A trustworthy research assistant for YouTube, not just another summarizer.
TubeScholar turns YouTube videos into a queryable, source-aware knowledge base. Ask a question, get an answer grounded in the actual transcript, plus a transparent trust signal that tells you how much you should rely on the source it came from.
The name is intentional: Tube (YouTube) + Scholar (Google Scholar), a serious research and education tool, not a TL;DR machine.
YouTube is one of the largest knowledge bases on the planet, but it is also unverified. Plain summarizers will happily condense a confident, wrong video into a clean paragraph and hand it to you with zero context about whether the person talking knows what they are saying.
TubeScholar's whole reason to exist is the layer most tools skip: should you trust this answer, and why?
Every answer is meant to carry a trust assessment, not just text. The trust layer is built from three signals:
- Claim verification: are the specific claims supported by the retrieved context and by external reference sources?
- Attribution and confidence: how many independent sources back a claim, and is it a single creator's opinion or a broadly supported fact?
- Channel reputation: the speaker's relevant authority and the channel's track record.
These are surfaced transparently alongside the response, so the user sees the reasoning, not just a number.
- A verification agent that proof-reads each drafted answer and fact-checks claims against Wikidata and Wikipedia.
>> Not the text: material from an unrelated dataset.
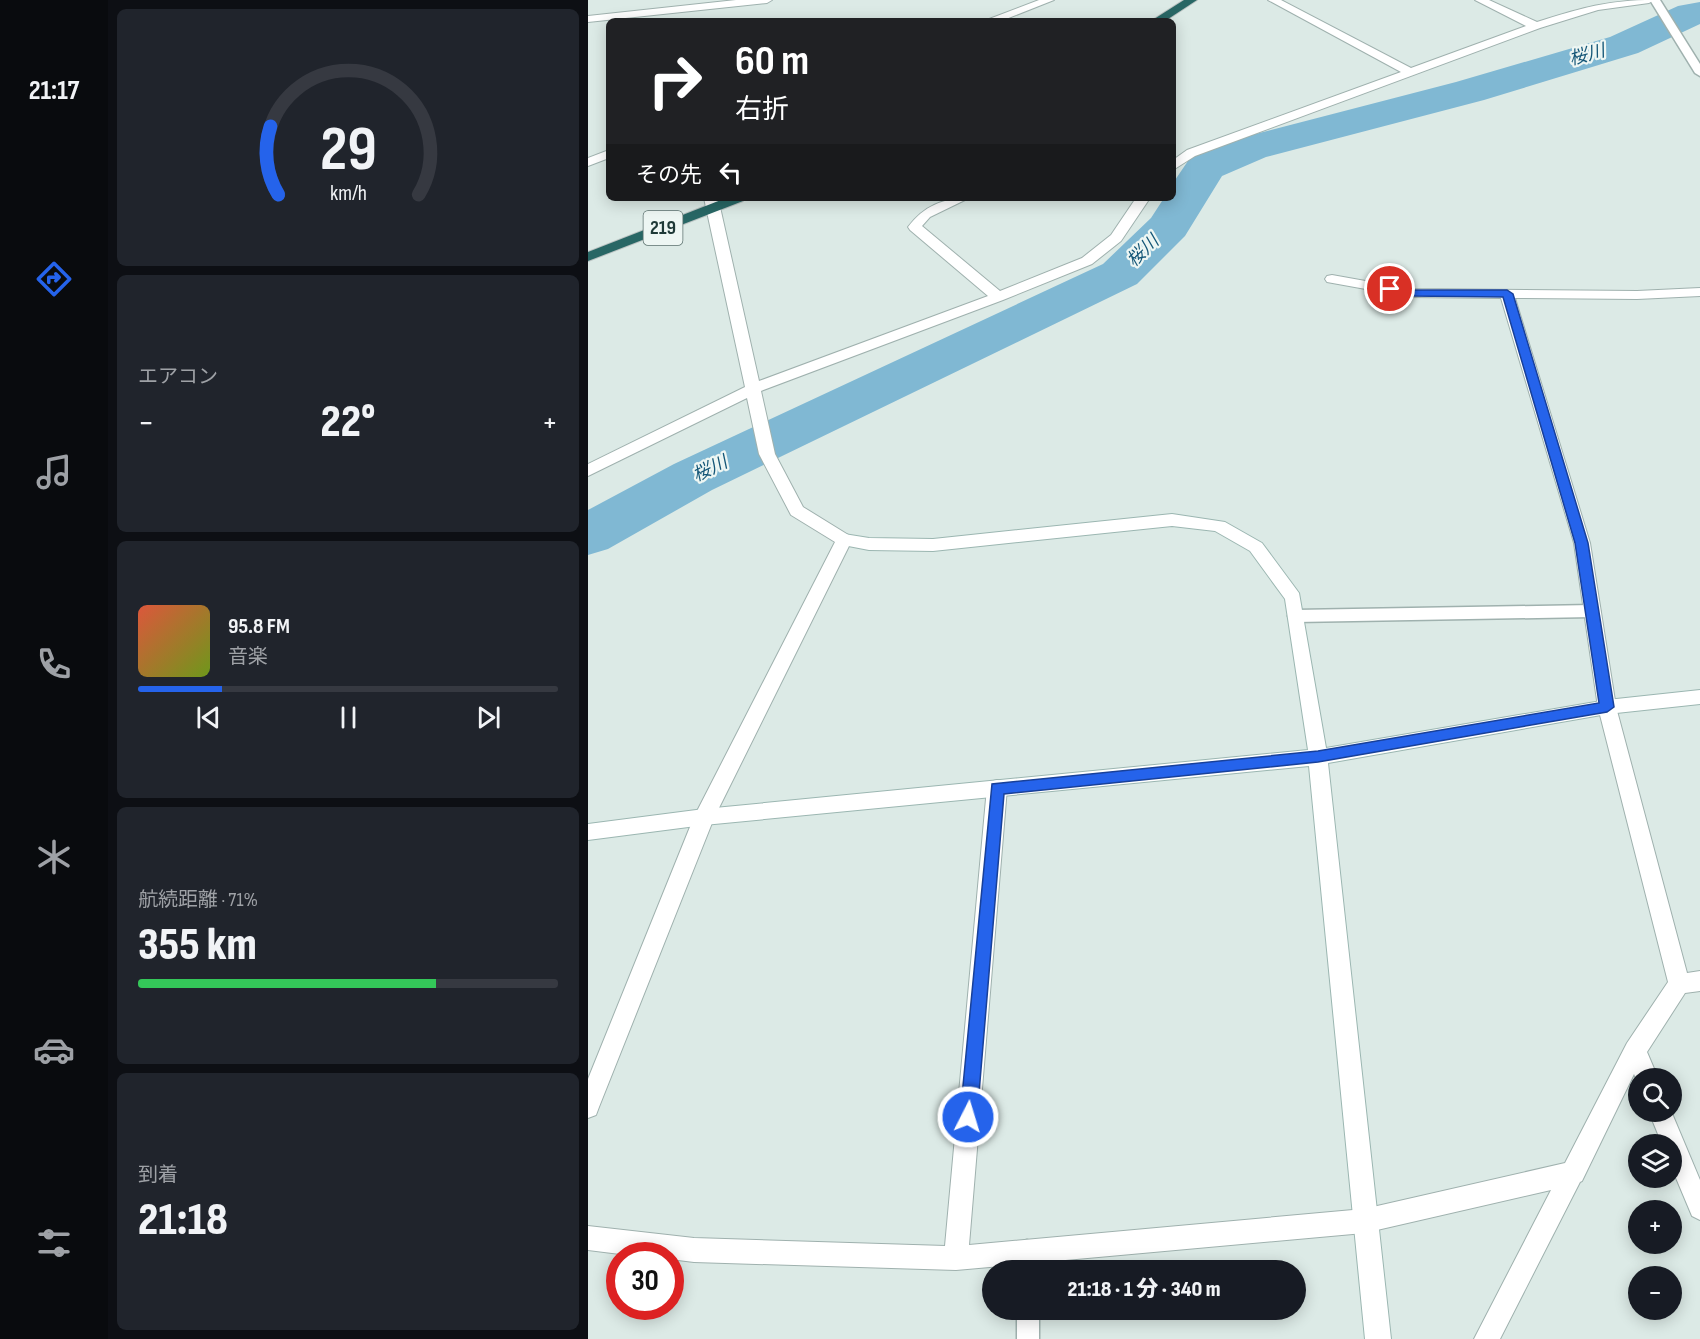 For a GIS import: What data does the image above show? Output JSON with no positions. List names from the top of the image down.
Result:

For claims about a real person (occupation, field of work, education) it resolves the name to a Wikidata entity (QID) and compares structured facts; for events, places, and concepts it checks against the relevant Wikipedia article. It flags unsupported or contradicted claims with a
pass/reviseverdict rather than rewriting the answer, and it now reports exactly which sources it consulted so the supervisor can credit them. - Wiki attribution in the answer: when the verification agent actually used a Wikipedia or Wikidata lookup, the supervisor appends a short "Fact-checked against Wikipedia/Wikidata" note (naming the entities checked) to the final answer. When no wiki tool was used, no note is added.
- Attribution and confidence heuristics enforced by the supervisor: a single source is always framed as that creator's point of view, never settled fact, and a claim is only stated as a general truth when several distinct ingested videos agree (target: 3 or more).
- Channel reputation scoring (track record, reliability signals vs red flags) and a dedicated relevance-grading agent.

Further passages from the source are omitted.